**Input records**:
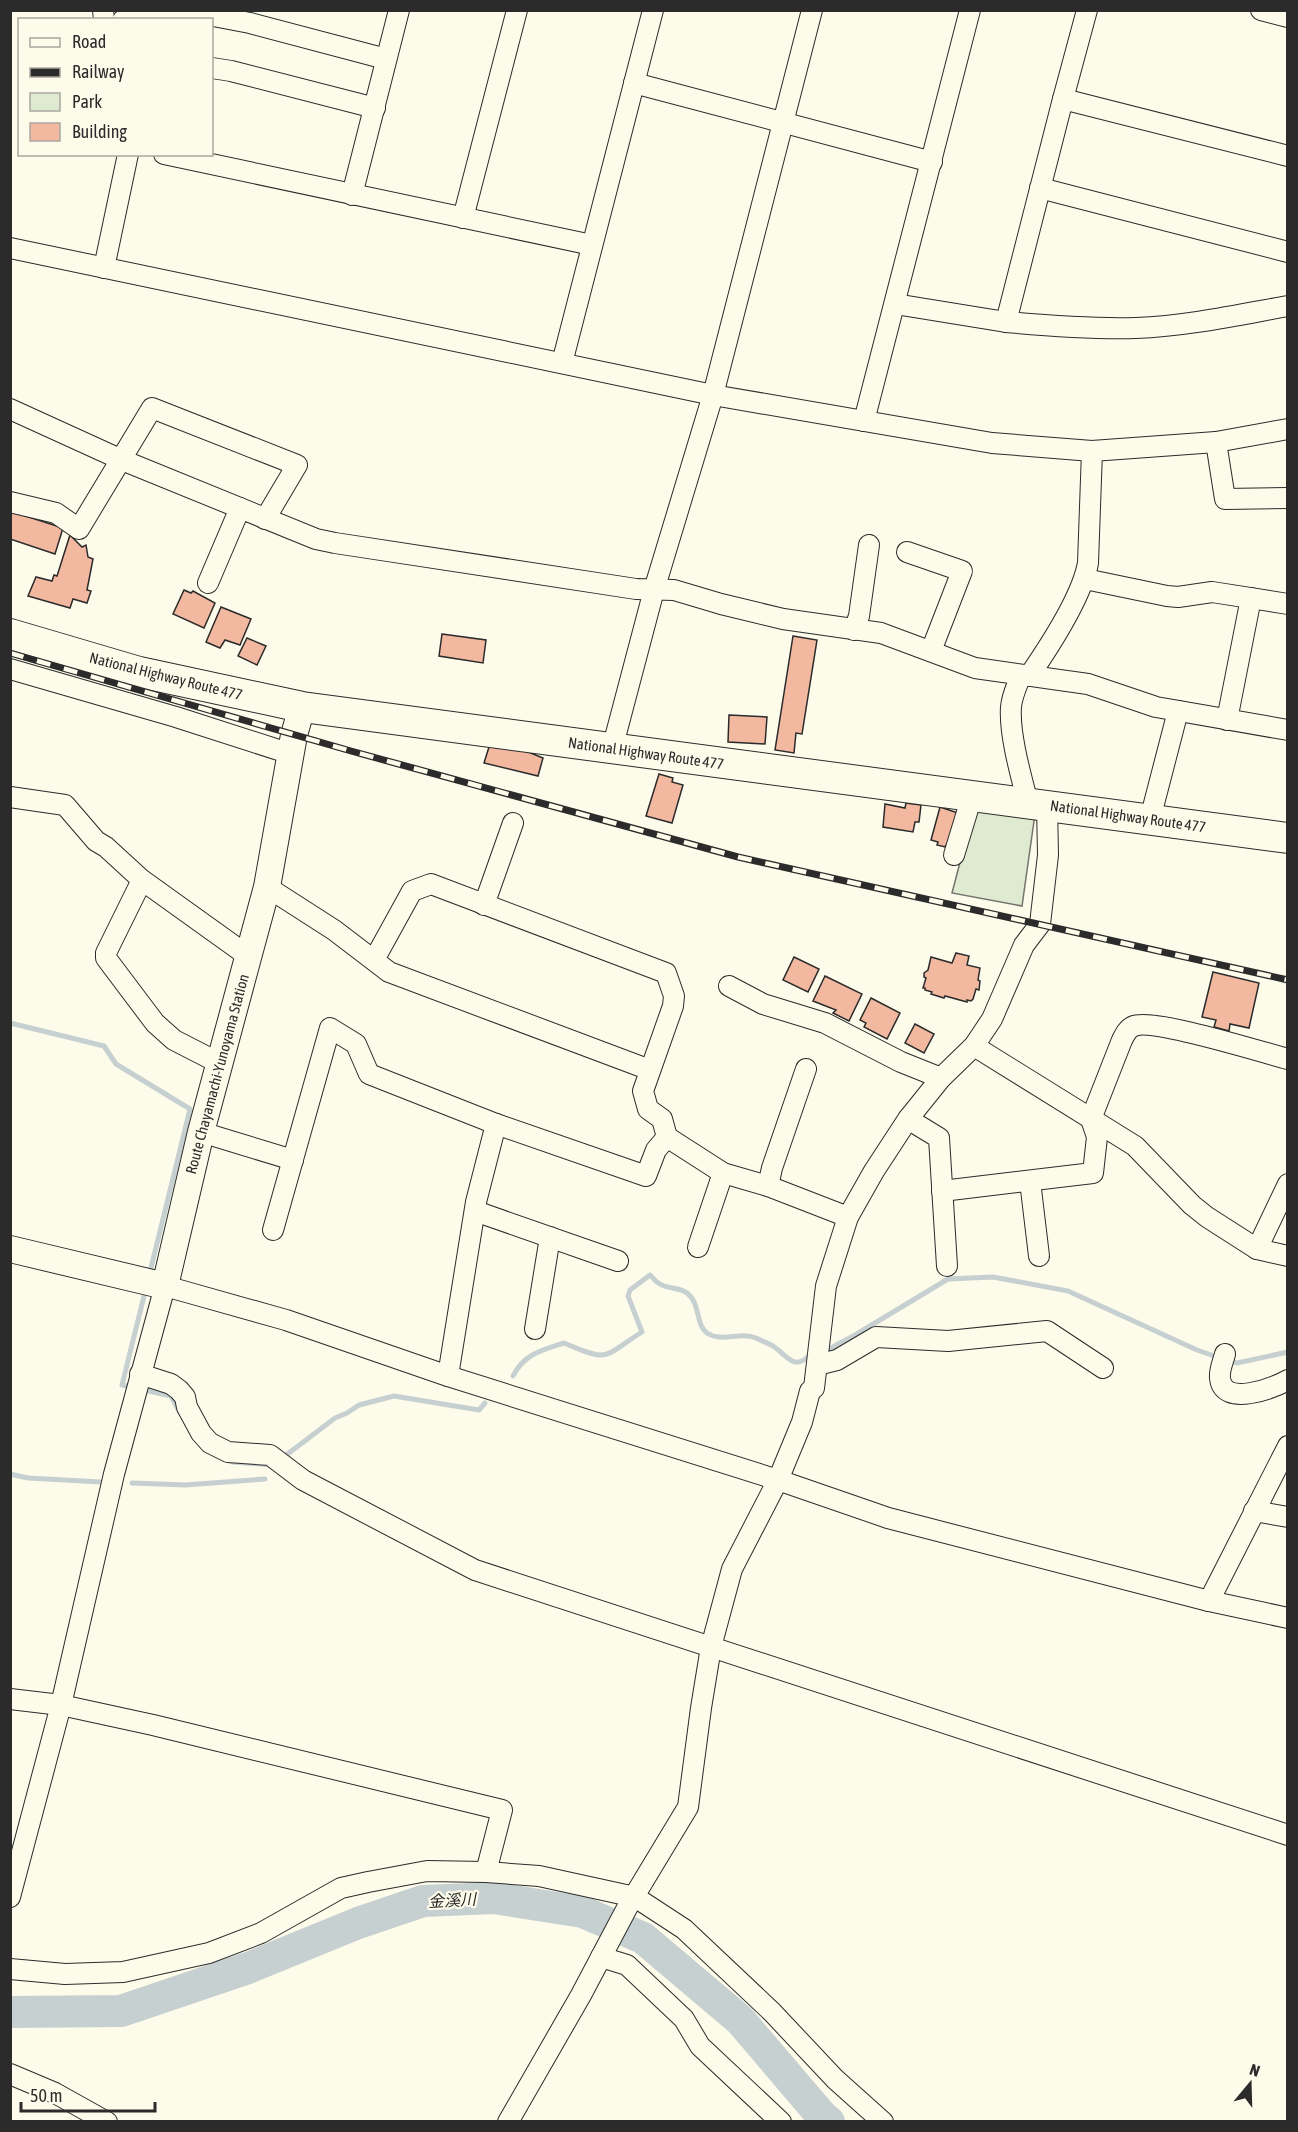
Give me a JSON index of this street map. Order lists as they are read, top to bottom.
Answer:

---

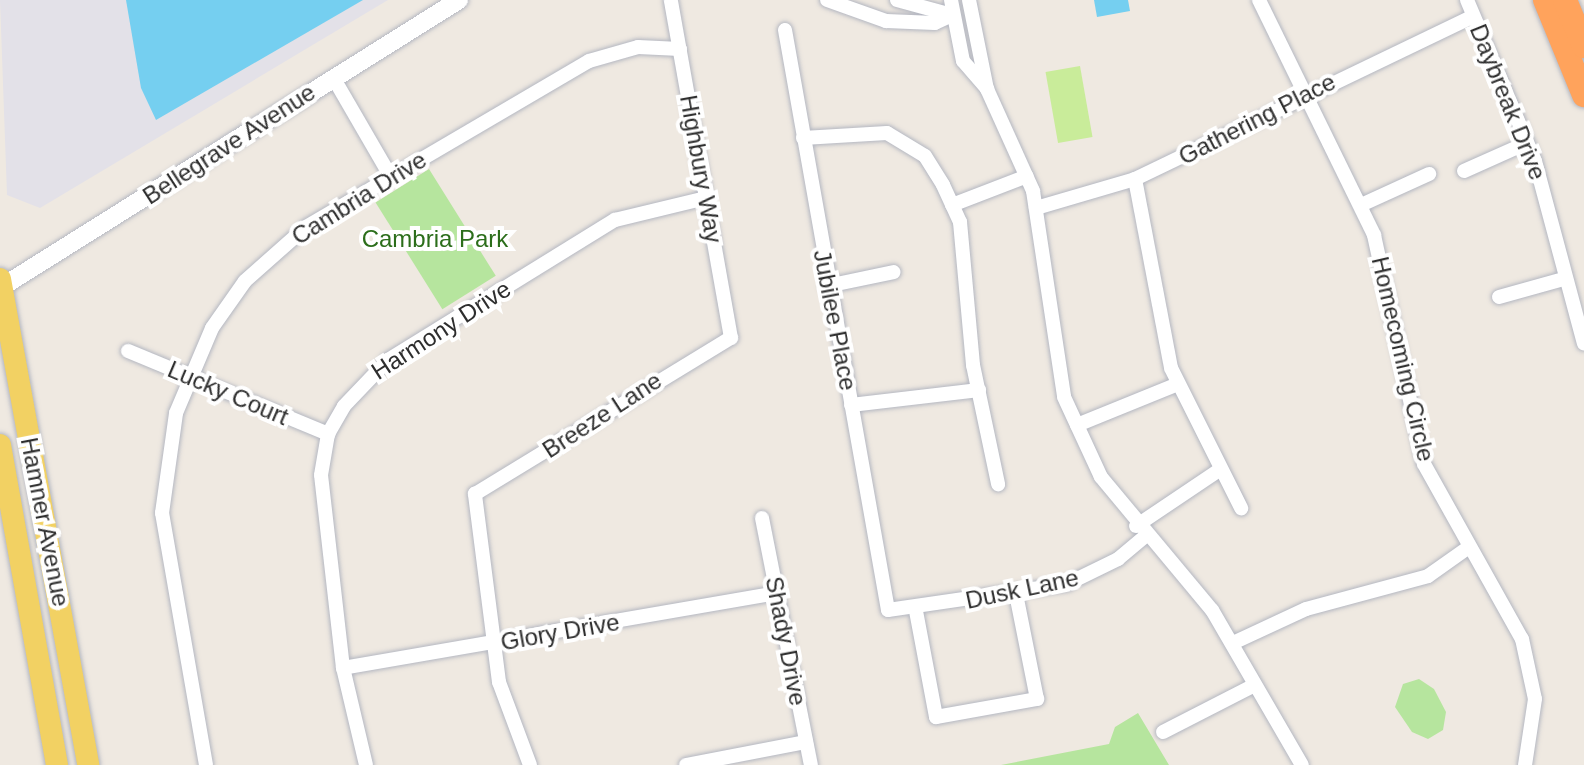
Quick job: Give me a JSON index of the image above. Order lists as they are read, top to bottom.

* * *

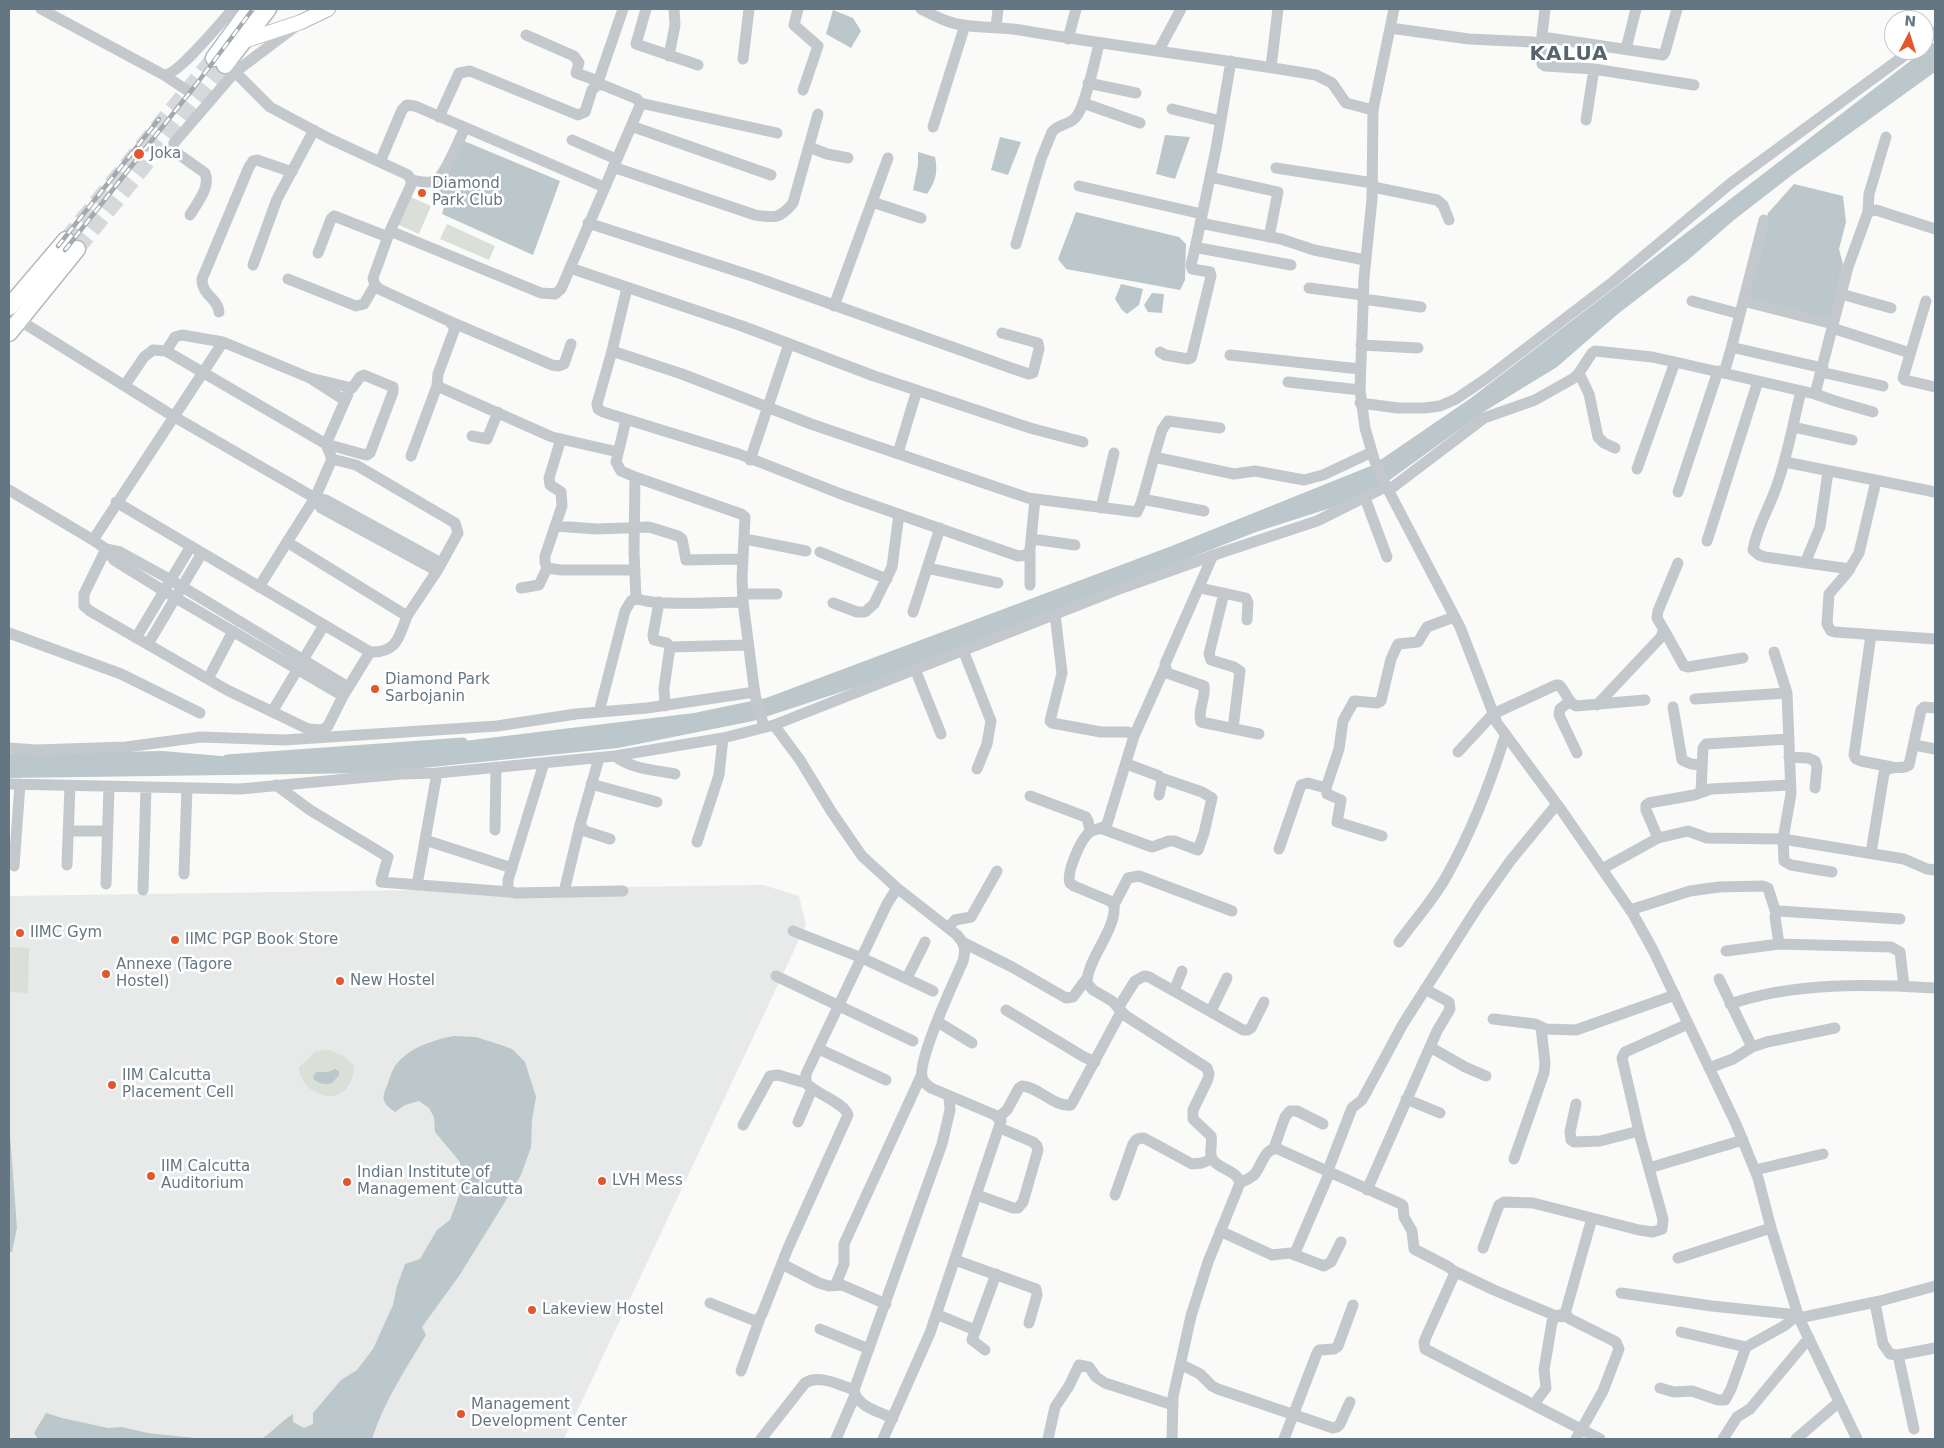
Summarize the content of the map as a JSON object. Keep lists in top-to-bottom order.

**Work task**: The lines to return are those in the entries above that hold "Give".

**Problem solution**:
Give me a JSON index of this street map. Order lists as they are read, top to bottom.
Quick job: Give me a JSON index of the image above. Order lists as they are read, top to bottom.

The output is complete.